Porträtaufnahme von Klaus Wicher, Vorsitzender des Sozialverbands in Hamburg.
Klaus Wicher, Vorsitzender des Sozialverbands in Hamburg. Foto: Jonas Walzberg für SoVD Hamburg

Über die angespannte Situation auf dem Hamburger Wohnungsmarkt sprach MJ-Redakteur Volker Stahl mit Klaus Wicher, Vorsitzender des Sozialverbands Deutschland (SoVD) in Hamburg.

Ist das immer teurere Wohnen in Hamburg mittlerweile ein Armutsrisiko?

Hamburg ist eine wachsende Stadt, inzwischen leben rund 1,9 Millionen Menschen hier. Denen stehen allerdings nur gerade mal 78.000 Sozialwohnungen gegenüber. Es liegt also auf der Hand, dass es mehr Interessenten als Angebote gibt. Vor allem Singles, Alleinerziehende und Familien mit drei oder mehr Kindern, aber auch Ältere mit kleiner Rente finden keine passende Wohnung. Wohnen entwickelt sich immer mehr zum Armutstreiber.

Welche Klientel ist besonders betroffen?

Das hohe Mietpreisniveau trifft zuerst finanziell schwach aufgestellte Menschen. Sie sind überproportional davon betroffen. In unserer sozialrechtlichen Beratung erleben wir immer wieder, dass vor allem das Einkommen darüber bestimmt, wie und wo man wohnen kann. Besonders schwer haben es diejenigen, deren Einkommen kurz über dem Grundsicherungssatz liegt. Sie leben oft in Stadtteilen mit schlechterer Infrastruktur, weniger Ärzten und schlechterer Anbindung an den ÖPNV. Sie können meist nichts an ihrer Situation ändern, müssen aber alle Preisentwicklungen mitmachen. Da ist eine Mieterhöhung schnell ein Schlag ins Kontor. Ihnen hilft zwar das Wohngeld weiter, trotzdem müssen sie ihr tägliches Leben aus eigener Kraft hinbekommen.

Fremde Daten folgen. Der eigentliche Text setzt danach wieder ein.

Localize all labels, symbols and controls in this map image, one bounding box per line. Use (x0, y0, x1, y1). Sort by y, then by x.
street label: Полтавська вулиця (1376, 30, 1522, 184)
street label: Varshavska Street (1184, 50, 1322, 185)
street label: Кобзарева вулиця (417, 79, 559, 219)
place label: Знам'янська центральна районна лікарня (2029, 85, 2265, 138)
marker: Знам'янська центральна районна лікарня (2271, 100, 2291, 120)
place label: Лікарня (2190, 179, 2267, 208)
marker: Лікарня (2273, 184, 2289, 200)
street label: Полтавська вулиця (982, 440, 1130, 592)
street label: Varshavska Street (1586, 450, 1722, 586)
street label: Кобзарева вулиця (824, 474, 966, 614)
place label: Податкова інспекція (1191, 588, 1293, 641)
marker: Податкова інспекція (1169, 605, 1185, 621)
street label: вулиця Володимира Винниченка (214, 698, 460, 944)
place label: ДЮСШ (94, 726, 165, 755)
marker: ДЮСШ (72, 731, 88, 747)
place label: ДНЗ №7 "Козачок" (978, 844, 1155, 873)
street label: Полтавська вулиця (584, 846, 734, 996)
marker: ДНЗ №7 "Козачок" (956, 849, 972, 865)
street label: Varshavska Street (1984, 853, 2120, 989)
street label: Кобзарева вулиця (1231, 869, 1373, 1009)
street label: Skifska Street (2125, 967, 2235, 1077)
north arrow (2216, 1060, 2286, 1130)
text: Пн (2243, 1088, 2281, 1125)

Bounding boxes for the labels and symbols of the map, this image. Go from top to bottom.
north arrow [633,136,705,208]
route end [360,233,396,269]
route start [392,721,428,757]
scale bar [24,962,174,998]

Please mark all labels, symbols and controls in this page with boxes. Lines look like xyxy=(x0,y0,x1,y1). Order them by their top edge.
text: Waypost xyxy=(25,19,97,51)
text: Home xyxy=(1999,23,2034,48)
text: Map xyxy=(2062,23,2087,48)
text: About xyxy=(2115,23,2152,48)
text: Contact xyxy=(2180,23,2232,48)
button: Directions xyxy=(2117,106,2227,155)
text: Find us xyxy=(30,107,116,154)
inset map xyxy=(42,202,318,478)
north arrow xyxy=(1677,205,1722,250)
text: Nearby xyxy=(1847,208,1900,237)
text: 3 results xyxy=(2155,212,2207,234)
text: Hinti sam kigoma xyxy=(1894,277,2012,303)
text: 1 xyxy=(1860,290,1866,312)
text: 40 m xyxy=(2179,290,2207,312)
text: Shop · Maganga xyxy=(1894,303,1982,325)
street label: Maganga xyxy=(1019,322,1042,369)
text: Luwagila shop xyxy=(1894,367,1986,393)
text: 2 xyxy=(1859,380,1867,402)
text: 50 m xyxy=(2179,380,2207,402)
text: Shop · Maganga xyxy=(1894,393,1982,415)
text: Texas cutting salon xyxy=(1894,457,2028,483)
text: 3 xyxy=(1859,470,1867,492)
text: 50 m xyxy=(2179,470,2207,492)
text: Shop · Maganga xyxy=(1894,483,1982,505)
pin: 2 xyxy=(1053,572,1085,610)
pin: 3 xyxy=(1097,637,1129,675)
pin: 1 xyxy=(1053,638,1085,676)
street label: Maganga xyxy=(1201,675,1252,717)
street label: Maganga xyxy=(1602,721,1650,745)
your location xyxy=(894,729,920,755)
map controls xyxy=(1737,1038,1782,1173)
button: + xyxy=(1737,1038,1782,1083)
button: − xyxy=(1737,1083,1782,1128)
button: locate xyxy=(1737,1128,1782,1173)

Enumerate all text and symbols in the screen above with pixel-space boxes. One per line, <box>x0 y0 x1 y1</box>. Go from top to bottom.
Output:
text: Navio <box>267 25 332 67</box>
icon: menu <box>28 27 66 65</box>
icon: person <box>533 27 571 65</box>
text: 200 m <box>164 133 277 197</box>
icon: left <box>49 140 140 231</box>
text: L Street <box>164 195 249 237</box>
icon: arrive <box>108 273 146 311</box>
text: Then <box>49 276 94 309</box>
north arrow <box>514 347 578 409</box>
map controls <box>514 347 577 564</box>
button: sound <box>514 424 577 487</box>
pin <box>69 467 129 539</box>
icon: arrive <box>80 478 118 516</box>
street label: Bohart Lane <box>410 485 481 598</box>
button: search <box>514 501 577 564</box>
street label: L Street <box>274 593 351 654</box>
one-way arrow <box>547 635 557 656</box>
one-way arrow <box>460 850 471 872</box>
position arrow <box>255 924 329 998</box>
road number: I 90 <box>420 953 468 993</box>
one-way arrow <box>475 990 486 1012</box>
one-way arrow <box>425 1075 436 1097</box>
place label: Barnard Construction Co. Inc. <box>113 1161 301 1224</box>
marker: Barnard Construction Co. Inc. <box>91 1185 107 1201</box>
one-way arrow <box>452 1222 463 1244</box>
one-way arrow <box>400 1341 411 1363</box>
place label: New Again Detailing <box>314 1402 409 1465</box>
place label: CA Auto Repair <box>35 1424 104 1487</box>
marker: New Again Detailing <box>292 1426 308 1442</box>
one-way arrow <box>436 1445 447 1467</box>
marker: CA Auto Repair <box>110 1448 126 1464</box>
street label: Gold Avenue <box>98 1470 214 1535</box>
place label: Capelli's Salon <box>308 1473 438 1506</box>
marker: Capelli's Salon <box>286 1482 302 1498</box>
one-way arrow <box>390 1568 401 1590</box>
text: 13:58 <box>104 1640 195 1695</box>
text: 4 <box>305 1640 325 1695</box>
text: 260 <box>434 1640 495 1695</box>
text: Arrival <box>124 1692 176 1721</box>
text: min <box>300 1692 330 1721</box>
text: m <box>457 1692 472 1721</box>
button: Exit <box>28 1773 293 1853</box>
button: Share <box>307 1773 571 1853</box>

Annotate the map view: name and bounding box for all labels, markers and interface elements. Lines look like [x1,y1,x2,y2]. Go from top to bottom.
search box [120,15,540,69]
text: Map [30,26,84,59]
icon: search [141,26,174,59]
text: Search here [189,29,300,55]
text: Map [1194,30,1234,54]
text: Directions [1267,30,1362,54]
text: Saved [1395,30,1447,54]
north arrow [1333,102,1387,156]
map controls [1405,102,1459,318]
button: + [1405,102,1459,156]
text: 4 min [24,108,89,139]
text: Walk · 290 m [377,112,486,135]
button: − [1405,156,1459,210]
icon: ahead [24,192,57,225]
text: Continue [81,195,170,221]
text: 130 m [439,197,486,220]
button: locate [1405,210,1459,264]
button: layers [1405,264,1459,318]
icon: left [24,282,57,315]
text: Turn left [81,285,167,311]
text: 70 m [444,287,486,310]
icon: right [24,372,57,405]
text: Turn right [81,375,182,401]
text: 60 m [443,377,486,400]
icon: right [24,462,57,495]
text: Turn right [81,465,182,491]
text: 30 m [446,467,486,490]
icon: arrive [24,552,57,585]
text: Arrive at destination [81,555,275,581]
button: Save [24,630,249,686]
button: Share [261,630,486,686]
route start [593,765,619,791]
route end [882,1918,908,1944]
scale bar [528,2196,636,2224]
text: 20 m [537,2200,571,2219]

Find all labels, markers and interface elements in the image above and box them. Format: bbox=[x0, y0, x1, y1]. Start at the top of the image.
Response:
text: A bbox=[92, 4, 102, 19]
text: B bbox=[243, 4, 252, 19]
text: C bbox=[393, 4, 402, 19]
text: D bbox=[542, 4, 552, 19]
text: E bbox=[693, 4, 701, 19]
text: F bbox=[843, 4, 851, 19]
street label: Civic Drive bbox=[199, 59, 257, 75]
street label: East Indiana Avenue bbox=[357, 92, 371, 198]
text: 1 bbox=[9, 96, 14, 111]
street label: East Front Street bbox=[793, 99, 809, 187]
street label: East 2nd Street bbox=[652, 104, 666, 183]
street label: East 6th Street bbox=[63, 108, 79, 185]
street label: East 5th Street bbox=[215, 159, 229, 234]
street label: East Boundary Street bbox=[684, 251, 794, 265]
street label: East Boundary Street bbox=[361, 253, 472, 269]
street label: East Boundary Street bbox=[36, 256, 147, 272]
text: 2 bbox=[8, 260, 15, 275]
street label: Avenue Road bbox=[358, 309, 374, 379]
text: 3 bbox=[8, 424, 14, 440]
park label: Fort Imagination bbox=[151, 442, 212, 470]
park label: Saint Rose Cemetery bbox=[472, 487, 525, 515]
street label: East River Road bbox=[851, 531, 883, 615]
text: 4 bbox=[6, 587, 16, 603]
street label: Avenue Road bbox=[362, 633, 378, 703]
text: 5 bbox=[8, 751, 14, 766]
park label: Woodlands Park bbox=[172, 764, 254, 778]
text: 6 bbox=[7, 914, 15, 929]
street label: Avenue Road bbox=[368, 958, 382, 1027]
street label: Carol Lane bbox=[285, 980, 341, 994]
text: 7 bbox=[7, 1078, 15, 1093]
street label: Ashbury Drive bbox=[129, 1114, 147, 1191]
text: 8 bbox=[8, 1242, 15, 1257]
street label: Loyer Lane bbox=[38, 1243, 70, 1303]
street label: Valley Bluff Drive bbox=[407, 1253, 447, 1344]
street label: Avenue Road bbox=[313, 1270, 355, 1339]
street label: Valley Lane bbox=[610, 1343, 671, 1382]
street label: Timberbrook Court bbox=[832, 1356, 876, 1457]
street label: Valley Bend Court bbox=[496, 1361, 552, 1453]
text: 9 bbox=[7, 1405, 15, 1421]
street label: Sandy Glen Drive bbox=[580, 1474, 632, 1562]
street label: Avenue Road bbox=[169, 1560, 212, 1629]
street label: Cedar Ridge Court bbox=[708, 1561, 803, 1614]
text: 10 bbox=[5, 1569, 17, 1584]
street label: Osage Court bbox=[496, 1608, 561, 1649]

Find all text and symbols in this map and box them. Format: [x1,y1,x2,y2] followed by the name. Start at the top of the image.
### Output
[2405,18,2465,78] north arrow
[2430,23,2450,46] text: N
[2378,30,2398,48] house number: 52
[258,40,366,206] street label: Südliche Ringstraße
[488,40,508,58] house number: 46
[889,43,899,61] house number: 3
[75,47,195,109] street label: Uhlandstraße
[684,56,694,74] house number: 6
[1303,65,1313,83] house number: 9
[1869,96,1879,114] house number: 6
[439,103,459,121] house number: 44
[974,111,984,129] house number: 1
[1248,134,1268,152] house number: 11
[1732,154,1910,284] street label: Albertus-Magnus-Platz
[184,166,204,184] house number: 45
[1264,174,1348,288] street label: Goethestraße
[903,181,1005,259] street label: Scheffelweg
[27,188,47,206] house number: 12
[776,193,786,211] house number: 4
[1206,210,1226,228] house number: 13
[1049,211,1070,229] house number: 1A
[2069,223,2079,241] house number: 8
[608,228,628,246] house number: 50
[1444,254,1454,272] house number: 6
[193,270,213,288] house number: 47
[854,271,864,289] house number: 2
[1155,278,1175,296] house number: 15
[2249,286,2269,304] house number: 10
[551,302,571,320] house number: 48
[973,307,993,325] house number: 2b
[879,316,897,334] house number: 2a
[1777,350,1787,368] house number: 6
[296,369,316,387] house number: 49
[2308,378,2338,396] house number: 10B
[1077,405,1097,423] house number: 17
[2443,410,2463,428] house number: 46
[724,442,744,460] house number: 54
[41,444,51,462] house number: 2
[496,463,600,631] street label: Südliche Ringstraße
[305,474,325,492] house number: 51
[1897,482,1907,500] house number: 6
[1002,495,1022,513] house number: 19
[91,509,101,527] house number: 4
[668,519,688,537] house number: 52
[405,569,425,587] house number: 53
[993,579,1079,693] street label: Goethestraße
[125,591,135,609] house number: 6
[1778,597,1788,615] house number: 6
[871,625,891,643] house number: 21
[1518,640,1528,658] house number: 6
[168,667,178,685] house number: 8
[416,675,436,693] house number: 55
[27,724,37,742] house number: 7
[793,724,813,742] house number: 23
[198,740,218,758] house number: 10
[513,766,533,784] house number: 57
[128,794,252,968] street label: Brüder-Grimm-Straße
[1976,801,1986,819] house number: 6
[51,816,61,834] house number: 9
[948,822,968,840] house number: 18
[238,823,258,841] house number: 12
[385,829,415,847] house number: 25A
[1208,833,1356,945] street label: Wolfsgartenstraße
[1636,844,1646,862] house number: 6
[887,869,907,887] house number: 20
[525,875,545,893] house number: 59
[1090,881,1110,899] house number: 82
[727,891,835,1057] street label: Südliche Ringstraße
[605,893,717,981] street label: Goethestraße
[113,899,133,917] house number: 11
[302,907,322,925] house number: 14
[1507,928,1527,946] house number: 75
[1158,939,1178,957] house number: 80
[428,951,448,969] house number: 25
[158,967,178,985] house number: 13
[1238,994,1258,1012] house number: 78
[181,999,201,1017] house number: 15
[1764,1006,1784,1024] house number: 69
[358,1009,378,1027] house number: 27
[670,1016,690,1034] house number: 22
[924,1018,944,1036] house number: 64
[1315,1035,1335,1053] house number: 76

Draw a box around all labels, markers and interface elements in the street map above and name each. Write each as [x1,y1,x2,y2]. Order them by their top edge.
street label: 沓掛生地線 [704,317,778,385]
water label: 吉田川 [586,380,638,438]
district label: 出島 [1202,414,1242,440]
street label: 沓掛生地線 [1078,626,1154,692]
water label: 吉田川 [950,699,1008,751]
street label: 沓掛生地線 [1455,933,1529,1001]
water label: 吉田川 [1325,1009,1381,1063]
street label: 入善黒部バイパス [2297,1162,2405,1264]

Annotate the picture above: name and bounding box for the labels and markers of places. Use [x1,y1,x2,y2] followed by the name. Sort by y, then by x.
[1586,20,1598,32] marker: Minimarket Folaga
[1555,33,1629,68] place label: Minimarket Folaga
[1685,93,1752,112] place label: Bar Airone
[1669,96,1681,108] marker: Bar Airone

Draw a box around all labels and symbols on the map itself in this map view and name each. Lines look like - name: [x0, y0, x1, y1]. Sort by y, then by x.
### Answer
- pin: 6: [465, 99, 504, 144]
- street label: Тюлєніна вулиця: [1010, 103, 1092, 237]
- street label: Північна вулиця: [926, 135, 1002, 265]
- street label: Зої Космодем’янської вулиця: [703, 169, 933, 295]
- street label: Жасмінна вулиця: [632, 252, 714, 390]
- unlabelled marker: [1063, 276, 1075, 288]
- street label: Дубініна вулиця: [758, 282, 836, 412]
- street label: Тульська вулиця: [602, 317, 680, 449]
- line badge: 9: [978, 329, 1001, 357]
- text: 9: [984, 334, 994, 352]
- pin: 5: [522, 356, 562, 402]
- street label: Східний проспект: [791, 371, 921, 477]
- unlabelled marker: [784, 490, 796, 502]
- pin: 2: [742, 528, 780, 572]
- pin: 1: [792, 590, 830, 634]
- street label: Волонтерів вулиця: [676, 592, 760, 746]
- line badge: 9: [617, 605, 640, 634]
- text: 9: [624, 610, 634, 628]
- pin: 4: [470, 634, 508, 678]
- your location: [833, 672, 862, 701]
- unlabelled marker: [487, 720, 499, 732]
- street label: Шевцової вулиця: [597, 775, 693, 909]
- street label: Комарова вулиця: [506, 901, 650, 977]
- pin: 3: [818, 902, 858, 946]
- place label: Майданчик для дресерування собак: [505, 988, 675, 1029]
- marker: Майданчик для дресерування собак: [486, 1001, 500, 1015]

Das ist nicht immer einfach, denn vor allem für Lebensmittel muss man deutlich mehr ausgeben. Nicht von ungefähr sind die Tafeln in der Stadt überlaufen.

Wie viele Menschen in Hamburg gelten als arm?

Armut definiert sich über das Haushaltseinkommen und die daraus resultierenden Möglichkeiten an gesellschaftlicher Teilhabe. Wer weniger als 60 Prozent des mittleren Einkommens zur Verfügung hat, ist betroffen. In Hamburg gelten, konservativ gerechnet, 20 Prozent der Einwohner als arm. Berücksichtigt man die Kosten fürs Wohnen, haben noch mehr zu wenig Geld übrig – genau genommen ist es mehr als ein Viertel der Bevölkerung, also 497.000 Menschen in Hamburg.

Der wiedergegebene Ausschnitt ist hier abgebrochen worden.